Greetings.  This week's American Bookseller's Association "Expo" in New York City showed an industry in the midst of a major transition.  Changes in the nature of books and bookstores, along with changes in technology and what constitutes an actual "book," are fundamentally altering the business our buddy Gutenberg created back in the 1400's when he invented movable type printing.  To say that these changes are profound would be a dramatic understatement as books morph into a variety of digital forms that can be read and listened to.  And as the places to buy books morph as well with independent booksellers struggling to survive in the face of competition from the big bookstore chains, Amazon.com and other on-line stores, book publishers' websites, and even big box retailers.

Then add to the mix changing consumer needs and desires.  Armed with so many choices about what to read and how to get it, they are also changing their habits–reading fewer books from start to finish and opting to get ideas, inspiration, and content from an ever-widening set of sources.  All calling into question the very nature of the book experience.

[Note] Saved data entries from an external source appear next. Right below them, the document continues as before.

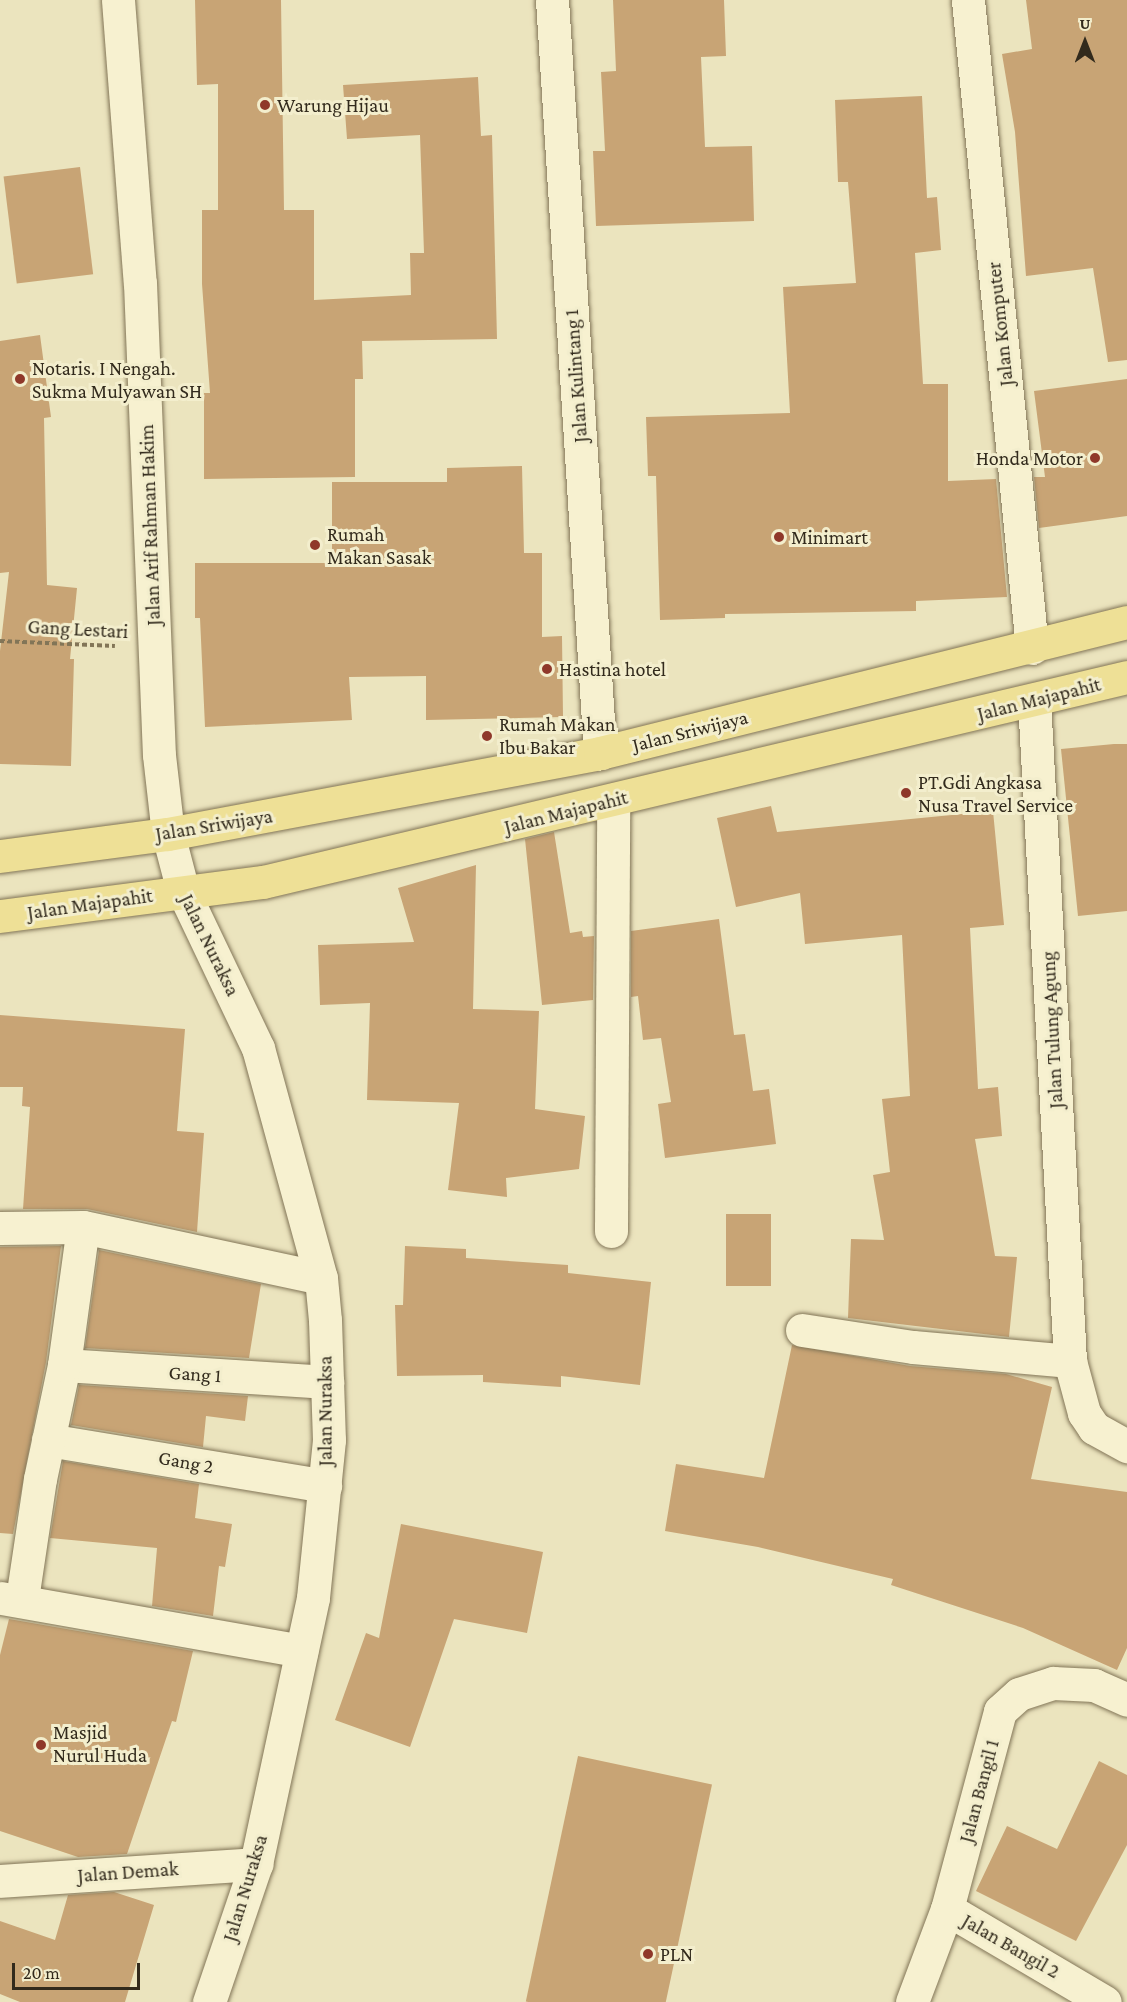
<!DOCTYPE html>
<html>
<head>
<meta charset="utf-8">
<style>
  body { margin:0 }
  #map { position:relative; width:1127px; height:2002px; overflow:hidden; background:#ebe4be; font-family:"Crimson Pro",serif }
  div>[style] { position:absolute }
  .building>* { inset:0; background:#c8a475; transform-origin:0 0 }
  .path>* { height:4px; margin-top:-2px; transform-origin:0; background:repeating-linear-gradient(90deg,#827557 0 4.5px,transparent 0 7.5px) }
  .roads { filter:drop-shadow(0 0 2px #827557) drop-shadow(0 0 2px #827557) }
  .street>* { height:33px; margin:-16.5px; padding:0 16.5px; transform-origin:16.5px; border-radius:16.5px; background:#f7f1d0 }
  .secondary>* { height:33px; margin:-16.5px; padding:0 16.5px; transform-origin:16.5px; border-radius:16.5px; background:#f7f1d0 }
  .primary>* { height:33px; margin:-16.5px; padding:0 16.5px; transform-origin:16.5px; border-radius:16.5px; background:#eee096 }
  .dots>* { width:16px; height:16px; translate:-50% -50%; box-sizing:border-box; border:3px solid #f3eecd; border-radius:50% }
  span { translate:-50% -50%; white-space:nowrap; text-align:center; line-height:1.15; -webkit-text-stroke:6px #f3eecd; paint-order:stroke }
  .poi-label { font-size:20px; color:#322a1c }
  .left { translate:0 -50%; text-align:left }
  .right { translate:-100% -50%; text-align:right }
  .street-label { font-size:20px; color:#322a1c }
  .north { position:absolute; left:1055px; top:12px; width:60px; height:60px; -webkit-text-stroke:4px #f3eecd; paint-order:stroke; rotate:0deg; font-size:16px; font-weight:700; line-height:24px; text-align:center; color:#322a1c }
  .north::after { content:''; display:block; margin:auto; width:21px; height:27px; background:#322a1c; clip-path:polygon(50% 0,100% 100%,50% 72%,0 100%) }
  .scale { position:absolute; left:12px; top:1963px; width:128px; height:27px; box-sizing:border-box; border:3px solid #322a1c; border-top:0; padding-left:8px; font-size:18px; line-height:21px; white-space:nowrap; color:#322a1c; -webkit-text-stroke:4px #f3eecd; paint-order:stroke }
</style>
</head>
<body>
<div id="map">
  <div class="building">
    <i style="clip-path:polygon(195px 0,281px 0,284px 210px,314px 210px,314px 300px,411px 295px,410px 253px,424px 253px,420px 135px,347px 139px,343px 85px,478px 77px,481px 136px,492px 135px,497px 339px,362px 341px,363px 379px,355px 379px,355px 477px,204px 479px,204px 393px,210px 393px,202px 284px,202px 210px,218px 210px,218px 84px,197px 85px)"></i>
    <i style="clip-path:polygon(613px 0,724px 0,726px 56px,701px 57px,705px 147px,752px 146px,754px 221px,596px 226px,593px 151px,605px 151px,601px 72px,616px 71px)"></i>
    <i style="clip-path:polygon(1026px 0,1127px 0,1127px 360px,1108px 362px,1093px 268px,1026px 276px,1015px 132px,1002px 54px,1032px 49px)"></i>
    <i style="clip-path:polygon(922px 96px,927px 198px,937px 197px,941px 250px,915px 253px,923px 384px,948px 384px,948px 481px,996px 479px,1007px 597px,916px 601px,916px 611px,725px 614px,725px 618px,660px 620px,656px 476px,648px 476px,646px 417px,790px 413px,783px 287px,856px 283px,848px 182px,838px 182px,835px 100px)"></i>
    <i style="left:80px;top:167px;width:108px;height:77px;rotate:83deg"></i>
    <i style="clip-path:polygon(40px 335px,51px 417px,44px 418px,47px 585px,77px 588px,70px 659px,74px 659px,71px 766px,0 764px,0 651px,9px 572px,0 573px,0 341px)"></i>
    <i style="clip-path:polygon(1127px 379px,1127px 516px,1039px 528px,1034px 477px,1045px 477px,1034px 391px)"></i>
    <i style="clip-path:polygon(522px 466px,524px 553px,542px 553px,542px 637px,562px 636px,563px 717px,426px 720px,426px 676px,349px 677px,352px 720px,205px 727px,200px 618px,195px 618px,195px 563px,332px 563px,332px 482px,447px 482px,447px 468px)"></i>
    <i style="clip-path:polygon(1114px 744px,1127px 744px,1127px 911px,1078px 916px,1061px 749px)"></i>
    <i style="clip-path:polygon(771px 806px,777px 832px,993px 811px,1004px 925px,970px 928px,978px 1089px,998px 1087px,1002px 1136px,975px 1139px,995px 1256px,1017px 1257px,1009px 1337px,848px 1318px,851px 1239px,884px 1240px,873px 1175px,890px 1172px,882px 1099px,910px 1096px,902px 935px,805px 944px,800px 893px,736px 907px,717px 818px)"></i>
    <i style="clip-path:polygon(554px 832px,570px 933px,582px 931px,583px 937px,594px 936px,593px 1000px,542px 1005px,525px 839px)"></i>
    <i style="clip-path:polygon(476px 865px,473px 1009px,539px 1011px,535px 1109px,585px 1116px,579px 1169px,506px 1178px,507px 1197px,448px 1190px,459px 1103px,367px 1100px,370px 1003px,320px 1005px,318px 945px,414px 942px,398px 888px)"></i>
    <i style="clip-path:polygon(719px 919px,734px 1035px,745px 1034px,753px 1091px,769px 1089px,776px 1144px,665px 1158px,658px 1104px,671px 1102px,661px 1038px,643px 1040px,638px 996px,631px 997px,631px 931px)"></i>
    <i style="clip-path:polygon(0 1015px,185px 1029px,177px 1131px,204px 1133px,197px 1232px,87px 1209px,23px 1209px,30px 1107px,22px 1106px,23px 1087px,0 1087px)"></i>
    <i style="left:726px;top:1214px;width:45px;height:72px"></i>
    <i style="clip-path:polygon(61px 1246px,46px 1362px,13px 1534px,0 1533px,0 1247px)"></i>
    <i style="clip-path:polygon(405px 1246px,466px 1249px,466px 1258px,568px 1265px,568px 1273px,651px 1282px,640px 1385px,561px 1376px,561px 1387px,483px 1382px,483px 1375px,397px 1376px,395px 1305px,403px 1305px)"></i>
    <i style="clip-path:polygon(99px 1250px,261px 1284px,249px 1358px,85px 1348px)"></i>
    <i style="clip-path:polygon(792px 1345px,910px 1366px,1006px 1374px,1052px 1387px,1031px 1479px,1127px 1492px,1127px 1648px,1117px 1670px,1023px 1628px,891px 1585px,893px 1579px,758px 1547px,665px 1531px,676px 1464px,764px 1478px)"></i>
    <i style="clip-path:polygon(79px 1385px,248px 1396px,245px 1421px,206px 1416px,203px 1447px,71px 1425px)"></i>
    <i style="clip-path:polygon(63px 1461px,199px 1484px,195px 1518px,232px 1524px,225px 1567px,219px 1566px,213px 1616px,152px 1606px,157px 1548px,50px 1538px)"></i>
    <i style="clip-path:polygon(401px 1524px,543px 1552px,527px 1633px,454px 1619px,410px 1747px,335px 1720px,366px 1633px,379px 1638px)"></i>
    <i style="clip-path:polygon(9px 1619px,193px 1651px,176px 1722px,172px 1721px,127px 1854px,78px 1857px,0 1831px,0 1655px)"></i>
    <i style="left:578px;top:1756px;width:137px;height:251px;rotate:12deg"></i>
    <i style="clip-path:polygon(1099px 1761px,1127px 1775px,1127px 1845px,1076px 1941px,976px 1891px,1007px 1826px,1057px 1849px)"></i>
    <i style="clip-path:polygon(114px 1892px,154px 1905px,125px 2002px,20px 2002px,0 1994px,0 1921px,55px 1940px,68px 1895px)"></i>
  </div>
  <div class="path">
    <i style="left:0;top:641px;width:115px;rotate:2.5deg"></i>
  </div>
  <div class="roads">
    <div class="street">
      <i style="left:552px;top:0;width:755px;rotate:86.35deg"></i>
      <i style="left:968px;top:0;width:651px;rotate:84.36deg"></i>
      <i style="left:1034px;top:700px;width:662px;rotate:86.88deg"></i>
      <i style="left:1070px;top:1361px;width:54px;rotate:74.9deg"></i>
      <i style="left:1084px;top:1413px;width:18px;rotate:56deg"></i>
      <i style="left:1094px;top:1428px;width:38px;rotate:29deg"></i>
      <i style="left:0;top:1228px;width:83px;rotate:-0.7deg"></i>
      <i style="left:83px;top:1227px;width:243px;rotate:12.1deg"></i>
      <i style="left:611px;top:1231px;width:430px;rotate:-89.7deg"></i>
      <i style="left:802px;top:1330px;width:112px;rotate:8.7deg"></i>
      <i style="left:913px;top:1347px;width:158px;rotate:5.1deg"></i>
      <i style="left:64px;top:1365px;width:264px;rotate:3.7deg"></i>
      <i style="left:48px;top:1440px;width:281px;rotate:9.4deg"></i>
      <i style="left:1px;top:1598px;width:305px;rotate:10deg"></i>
      <i style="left:22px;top:1599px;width:121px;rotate:-81.5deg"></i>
      <i style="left:40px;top:1479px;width:116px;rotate:-78.1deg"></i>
      <i style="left:64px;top:1365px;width:139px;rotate:-82.2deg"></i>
      <i style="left:0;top:1881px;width:257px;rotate:-3.8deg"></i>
      <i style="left:947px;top:1909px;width:183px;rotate:30.5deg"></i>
      <i style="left:912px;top:2002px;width:99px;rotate:-69.4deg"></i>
      <i style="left:947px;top:1909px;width:205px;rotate:-75deg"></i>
      <i style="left:1000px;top:1711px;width:25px;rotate:-42deg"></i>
      <i style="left:1019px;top:1694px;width:36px;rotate:-18deg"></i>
      <i style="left:1053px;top:1683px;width:41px;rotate:2.8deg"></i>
      <i style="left:1094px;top:1685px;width:36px;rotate:24deg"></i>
    </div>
    <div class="secondary">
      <i style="left:118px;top:0;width:284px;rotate:85.6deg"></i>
      <i style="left:140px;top:283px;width:472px;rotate:87.7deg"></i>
      <i style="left:159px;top:755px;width:80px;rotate:83.5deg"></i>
      <i style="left:168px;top:834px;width:59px;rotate:75.3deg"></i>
      <i style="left:183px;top:891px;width:174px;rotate:64.5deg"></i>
      <i style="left:258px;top:1048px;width:238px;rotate:74.7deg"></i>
      <i style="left:321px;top:1278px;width:42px;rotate:84.6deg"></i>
      <i style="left:325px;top:1320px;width:120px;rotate:88.1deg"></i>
      <i style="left:329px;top:1440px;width:159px;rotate:95.8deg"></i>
      <i style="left:313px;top:1598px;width:272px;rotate:102.1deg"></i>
      <i style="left:256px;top:1864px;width:146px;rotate:108.8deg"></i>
    </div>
    <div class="primary">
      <i style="left:0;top:856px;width:169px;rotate:-7.5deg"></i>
      <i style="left:168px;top:834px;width:440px;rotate:-10.6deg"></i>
      <i style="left:600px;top:753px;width:543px;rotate:-13.96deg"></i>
      <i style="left:0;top:916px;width:265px;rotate:-7.4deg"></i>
      <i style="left:263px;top:882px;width:888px;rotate:-13.35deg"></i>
    </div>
  </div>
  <div class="dots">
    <i style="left:265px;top:105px;background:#8f382a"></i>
    <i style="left:20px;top:379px;background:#8f382a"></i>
    <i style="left:1095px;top:458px;background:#8f382a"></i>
    <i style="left:779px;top:537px;background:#8f382a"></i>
    <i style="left:315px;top:545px;background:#8f382a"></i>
    <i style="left:547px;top:669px;background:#8f382a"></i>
    <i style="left:487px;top:736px;background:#8f382a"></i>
    <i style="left:906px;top:793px;background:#8f382a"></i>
    <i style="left:41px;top:1745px;background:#8f382a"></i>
    <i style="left:648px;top:1954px;background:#8f382a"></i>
  </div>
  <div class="poi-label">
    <span class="left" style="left:277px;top:105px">Warung Hijau</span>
    <span class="left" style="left:32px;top:380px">Notaris. I Nengah.<br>Sukma Mulyawan SH</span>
    <span class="right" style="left:1083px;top:458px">Honda Motor</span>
    <span class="left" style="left:327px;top:546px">Rumah<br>Makan Sasak</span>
    <span class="left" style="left:791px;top:537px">Minimart</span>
    <span class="left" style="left:559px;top:669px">Hastina hotel</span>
    <span class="left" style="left:499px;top:736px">Rumah Makan<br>Ibu Bakar</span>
    <span class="left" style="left:918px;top:794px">PT.Gdi Angkasa<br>Nusa Travel Service</span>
    <span class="left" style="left:53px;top:1744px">Masjid<br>Nurul Huda</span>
    <span class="left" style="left:660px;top:1954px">PLN</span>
  </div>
  <div class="street-label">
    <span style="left:1000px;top:324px;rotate:-96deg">Jalan Komputer</span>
    <span style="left:576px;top:376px;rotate:-94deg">Jalan Kulintang 1</span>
    <span style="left:150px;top:525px;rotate:-92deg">Jalan Arif Rahman Hakim</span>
    <span style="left:78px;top:629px;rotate:3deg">Gang Lestari</span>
    <span style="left:1039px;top:699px;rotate:-14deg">Jalan Majapahit</span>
    <span style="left:690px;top:731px;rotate:-14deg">Jalan Sriwijaya</span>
    <span style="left:566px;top:812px;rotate:-14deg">Jalan Majapahit</span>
    <span style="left:214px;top:825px;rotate:-9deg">Jalan Sriwijaya</span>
    <span style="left:90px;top:904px;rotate:-8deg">Jalan Majapahit</span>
    <span style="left:210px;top:945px;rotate:64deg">Jalan Nuraksa</span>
    <span style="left:1052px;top:1030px;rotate:-93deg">Jalan Tulung Agung</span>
    <span style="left:195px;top:1374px;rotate:4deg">Gang 1</span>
    <span style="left:325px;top:1411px;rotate:-90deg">Jalan Nuraksa</span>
    <span style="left:186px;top:1462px;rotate:10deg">Gang 2</span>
    <span style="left:979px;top:1791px;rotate:-75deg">Jalan Bangil 1</span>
    <span style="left:128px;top:1872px;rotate:-4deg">Jalan Demak</span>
    <span style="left:245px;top:1888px;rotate:-73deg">Jalan Nuraksa</span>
    <span style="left:1011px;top:1946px;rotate:30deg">Jalan Bangil 2</span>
  </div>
  <div class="north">U</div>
  <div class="scale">20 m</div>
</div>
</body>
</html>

I must admit that I still have a real fondness for buying a physical book, throwing it in my suitcase or briefcase, then taking it out to read while on a train, plane, or upon arriving at my destination.  I like the look and feel of a real book, the sense of its substance, the chance to turn real pages, and the ability to easily go back and forth in search of particular pages, ideas, and sections.  But I'm also getting more comfortable with the reality of e-readers and their versatility in letting consumers take a lot of books and content with them in an easy to carry package.  And I also enjoy listening to e-books and sometimes reading no more than an article or blog post without having to make the commitment to buy and read an entire book.

For those of us who are authors and readers, this dramatic transition is filled with challenges and opportunities.  How will things shake out?  Will there continue to be a market for our writing and ideas in book form?  Or will we also have to morph in a new direction…that could eventually earn us many more readers (or in Twitter terms "followers")?  So this year's book show provides an intriguing test of the promise of change and innovation.  And it's an issue that all of us who create and consume content will be an important part of.  But it's also an issue that all of our companies and organizations will need to address as we reinvent the future of our own industries.  Industries that will be recast by those with a new understanding of customers, needs, and the power of technology.

BEA 2010 


We win in business and in life when we create and embrace dramatic change.  And when we consistently provide products, solutions, and content that really matter to those we serve.

Cheers and happy reading in whatever form it takes!